Os mercados de juros e câmbio mostram reações relevantes à coletiva do presidente do Federal Reserve (Fed), Kevin Warsh, após a decisão do banco central americano de manter a taxa básica de juros entre 3,50% e 3,75%, tomada de forma não unânime. Enquanto o dólar perdeu força em nível global, o que reverberou no mercado doméstico, as taxas dos Treasuries americanos de curto prazo passaram a cair às mínimas, movimento também acompanhado pelos juros futuros locais. Por volta de 16h15, o índice DXY, que mede a força do dólar contra seis moedas pares, caía 0,51%, a 100,91 pontos, ao passo que o dólar comercial recuava 0,56% no mercado à vista, a R$ 5,0931. No mercado de juros, a taxa da T-note americana de dois anos anotava baixa de 4,291% para 4,236%. Já no Brasil, a taxa do contrato de Depósito Interfinanceiro (DI) com vencimento de janeiro de 2028 cedia de 13,975% para 13,93%. Ainda que de forma mais contida, os mercados de ações brasileiro e americano também apresentaram alguma melhora. O Ibovespa se afastou das mínimas e passou a cair 0,88%, a 175.009 pontos, ao passo que o S&P 500 recuava 0,32%, a 7.404,75 pontos.Os ativos brasileiros tiveram uma leve melhora após a divulgação da decisão do Federal Reserve (Fed) nesta quarta-feira. Os juros futuros reverteram a alta, assim como o dólar, e o Ibovespa se afastou das mínimas do dia.

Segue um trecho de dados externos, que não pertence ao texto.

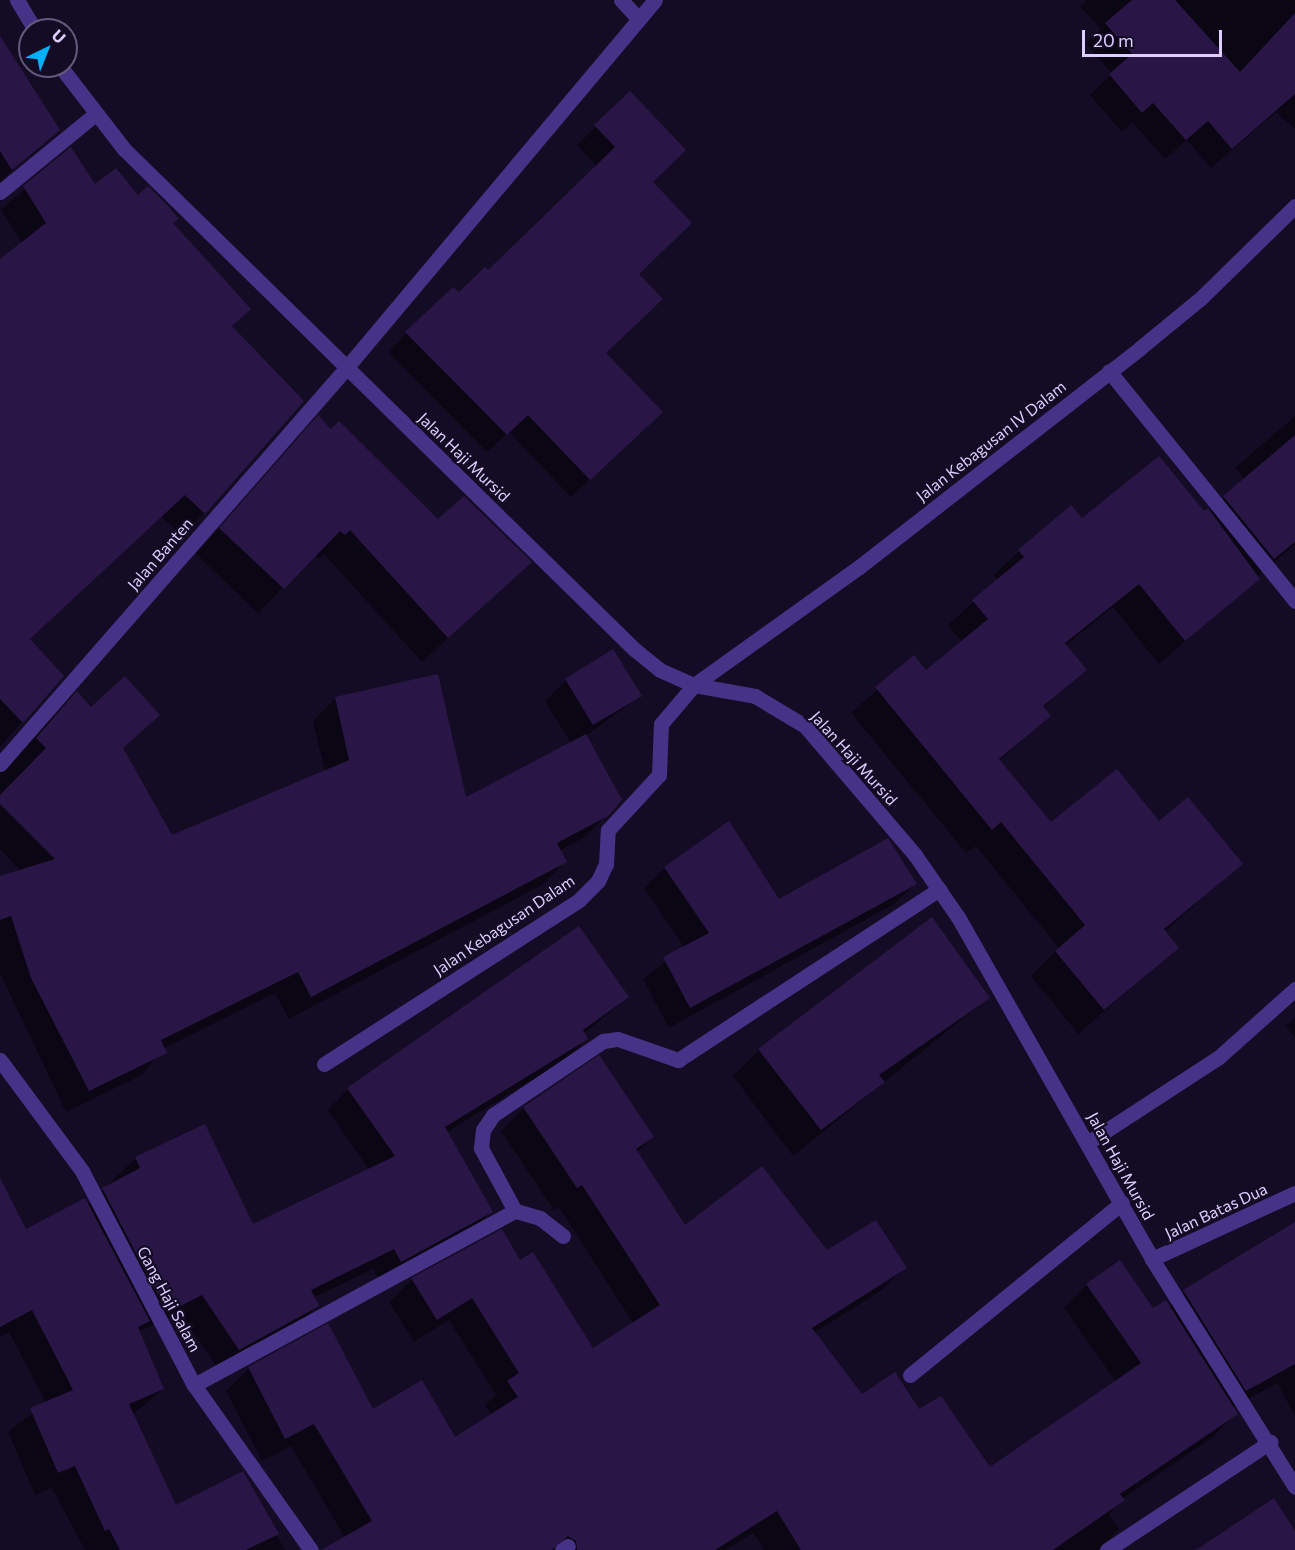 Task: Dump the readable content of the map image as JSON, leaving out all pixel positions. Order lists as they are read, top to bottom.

Perto das 15h10, o dólar à vista era negociado em queda de 0,10%, cotado a R$ 5,1166, enquanto antes da decisão a moeda americana apreciava 0,12%. Logo após a decisão o dólar chegou a cair com mais força, mas a dinâmica foi perdendo tração. O Ibovespa, por sua vez, se afastou das mínimas e operava em queda de 1,01%, aos 174.776 pontos.

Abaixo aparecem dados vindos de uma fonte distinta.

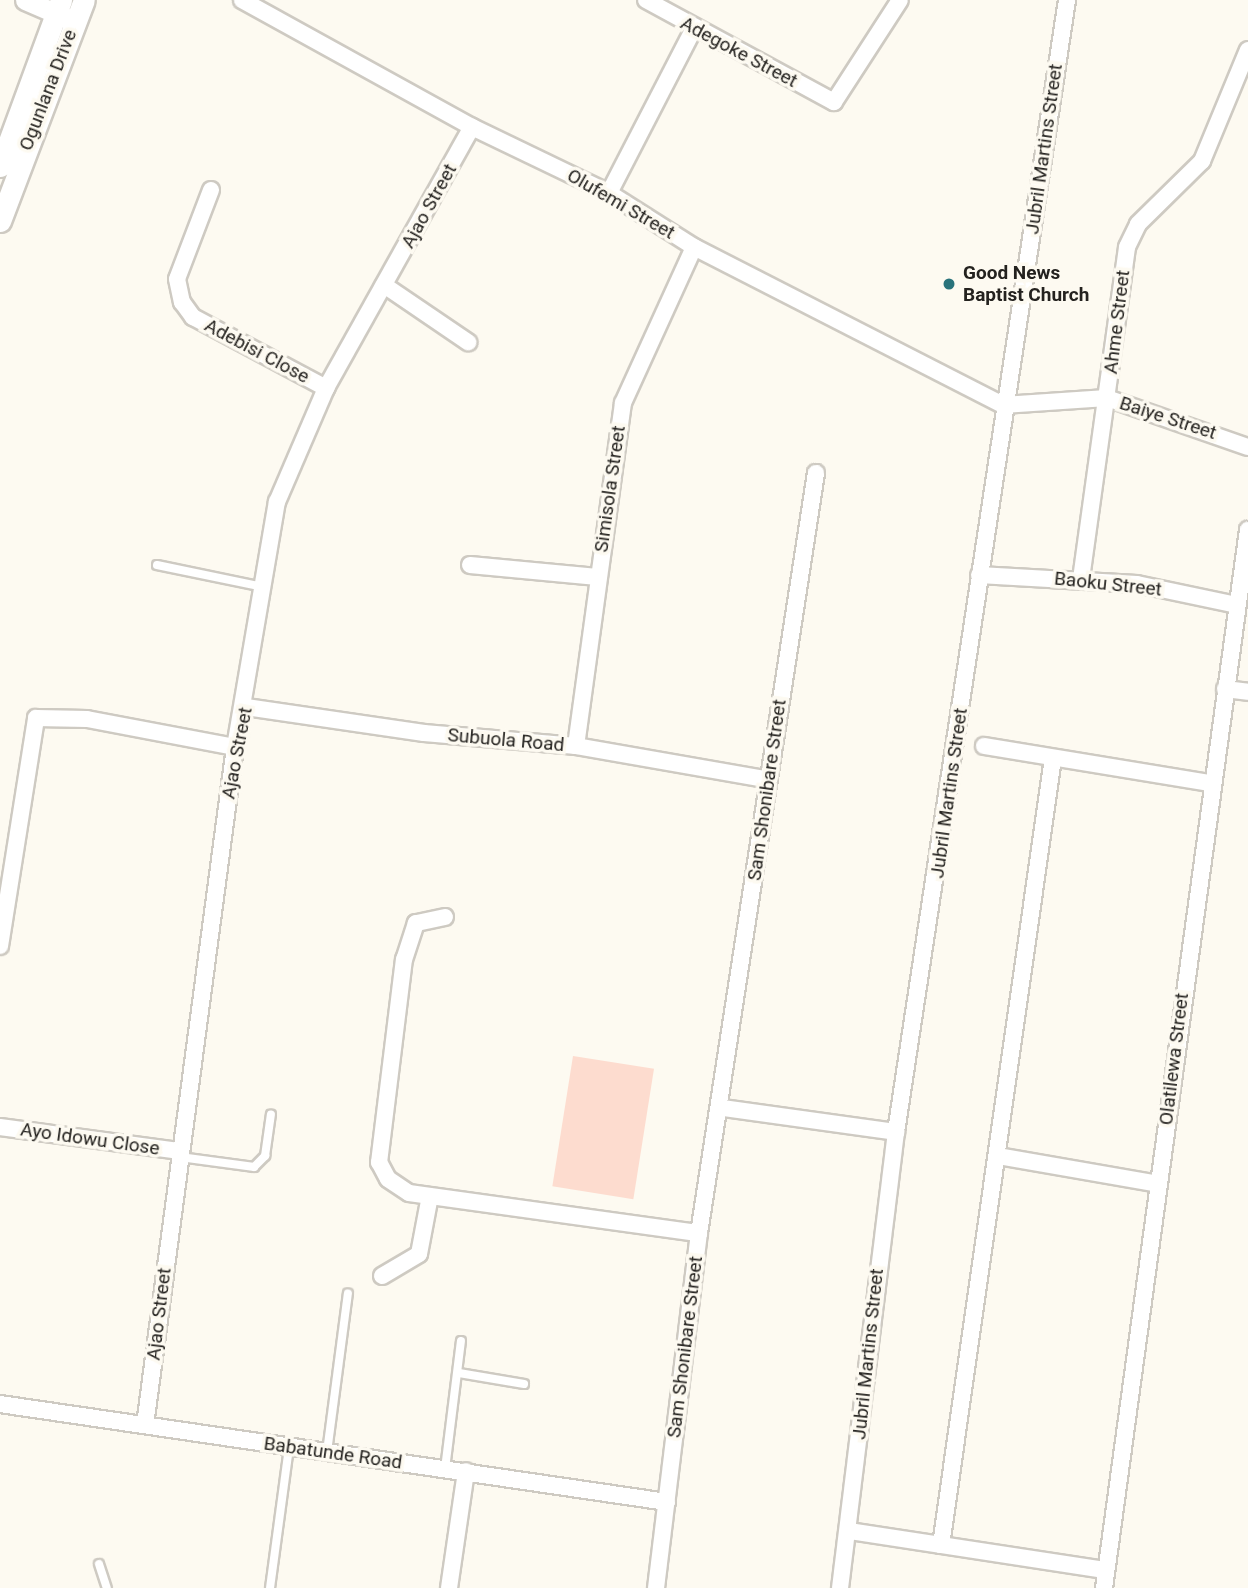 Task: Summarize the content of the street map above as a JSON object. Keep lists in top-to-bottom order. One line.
{"streets":{"main road":["Ogunlana Drive"],"street":["Adegoke Street","Jubril Martins Street","Olufemi Street","Ajao Street","Ahme Street","Adebisi Close","Baiye Street","Simisola Street","Baoku Street","Subuola Road","Sam Shonibare Street","Olatilewa Street","Ayo Idowu Close","Babatunde Road"]},"crossings":[["Jubril Martins Street","Olufemi Street"],["Jubril Martins Street","Baiye Street"],["Jubril Martins Street","Baoku Street"],["Olufemi Street","Ajao Street"],["Olufemi Street","Baiye Street"],["Olufemi Street","Simisola Street"],["Ajao Street","Adebisi Close"],["Ajao Street","Subuola Road"],["Ajao Street","Ayo Idowu Close"],["Ajao Street","Babatunde Road"],["Ahme Street","Baiye Street"],["Ahme Street","Baoku Street"],["Simisola Street","Subuola Road"],["Baoku Street","Olatilewa Street"],["Subuola Road","Sam Shonibare Street"],["Sam Shonibare Street","Babatunde Road"]],"places":["Good News Baptist Church"]} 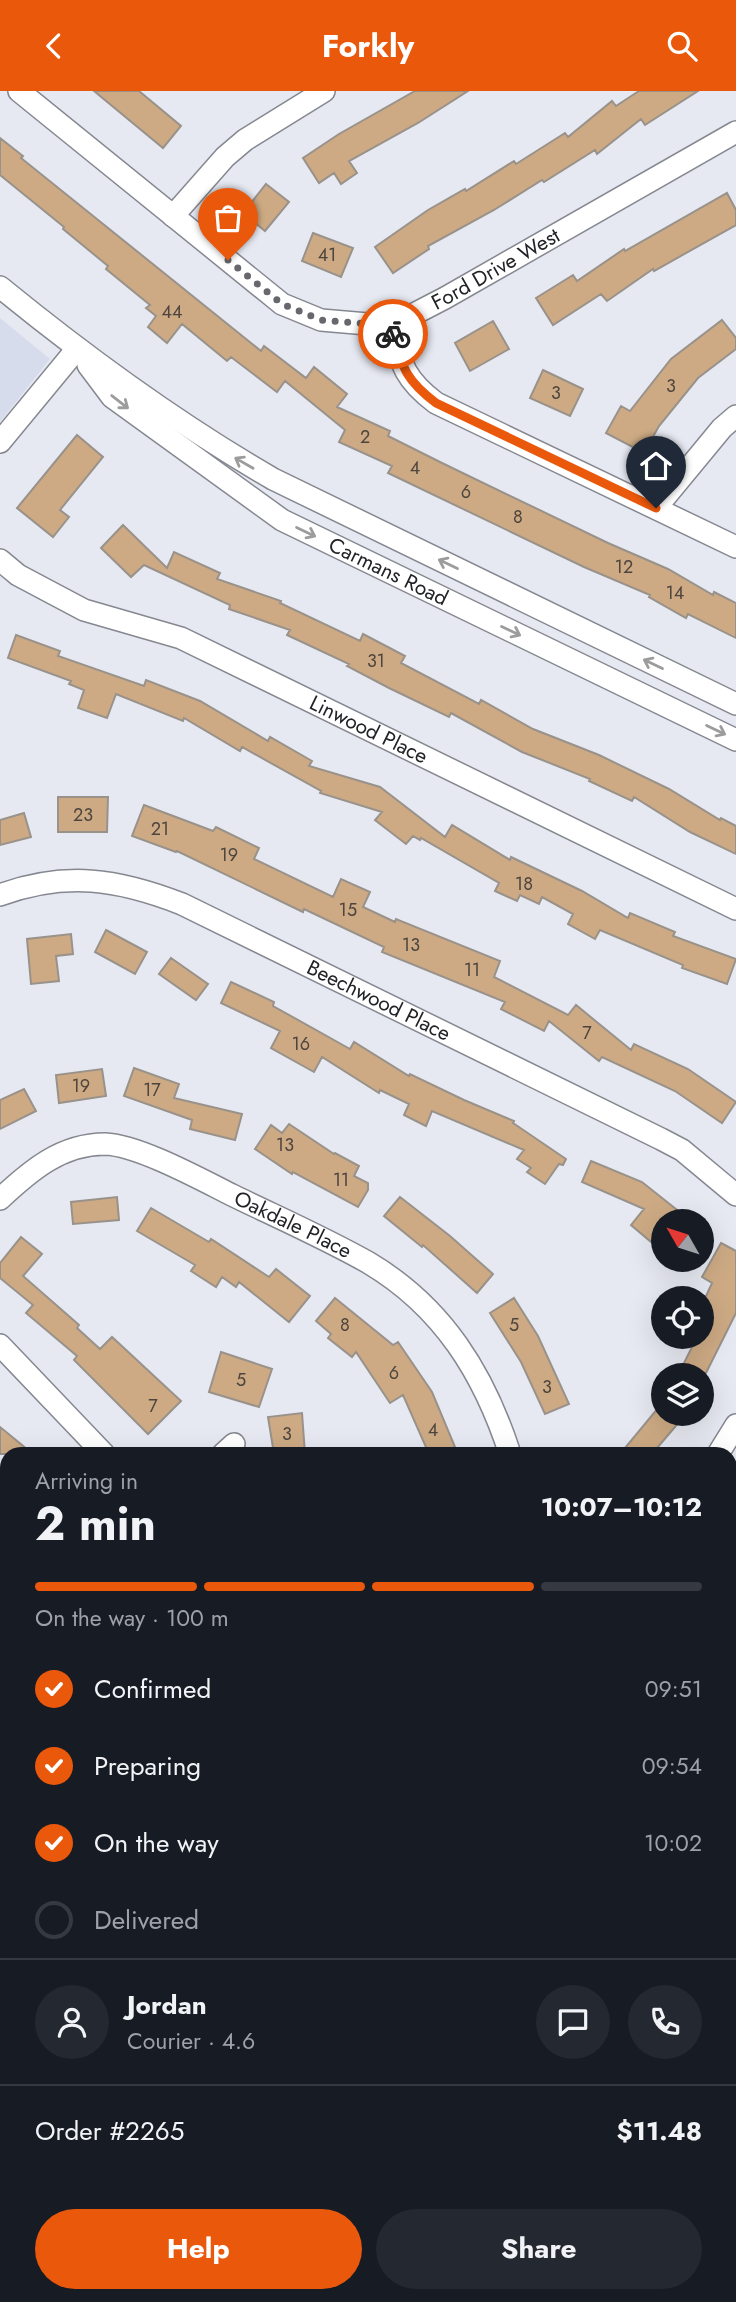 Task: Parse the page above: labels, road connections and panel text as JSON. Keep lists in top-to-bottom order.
{
  "streets": {
    "street": [
      "Ford Drive West",
      "Carmans Road",
      "Linwood Place",
      "Beechwood Place",
      "Oakdale Place"
    ]
  },
  "house_numbers": [
    "41",
    "44",
    "3",
    "3",
    "2",
    "4",
    "6",
    "8",
    "12",
    "14",
    "31",
    "23",
    "21",
    "19",
    "18",
    "15",
    "13",
    "11",
    "7",
    "16",
    "19",
    "17",
    "13",
    "11",
    "8",
    "5",
    "6",
    "5",
    "3",
    "7",
    "4",
    "3"
  ],
  "north": "top left",
  "page": {
    "header": "Forkly",
    "heading": ["2 min", "Arriving in", "10:07–10:12"],
    "panel": [
      "Jordan",
      "Courier · 4.6",
      "Order #2265",
      "$11.48"
    ],
    "bar": "On the way · 100 m",
    "list": [
      ["Confirmed", "09:51"],
      ["Preparing", "09:54"],
      ["On the way", "10:02"],
      "Delivered"
    ],
    "buttons": ["Help", "Share"]
  }
}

Os juros futuros, por sua vez, apagaram a maior parte do avanço observado desde o início do pregão e passaram a rondar os ajustes da véspera logo após a decisão do Fed. Nos minutos seguintes, as taxas voltaram a subir, mas em ritmo modesto. No horário mencionado acima, a taxa do contrato de Depósito Interfinanceiro (DI) com vencimento de janeiro de 2028 oscilava de 13,975% para 13,98%, e a do DI de janeiro de 2029 subia de 14,225% a 14,255%.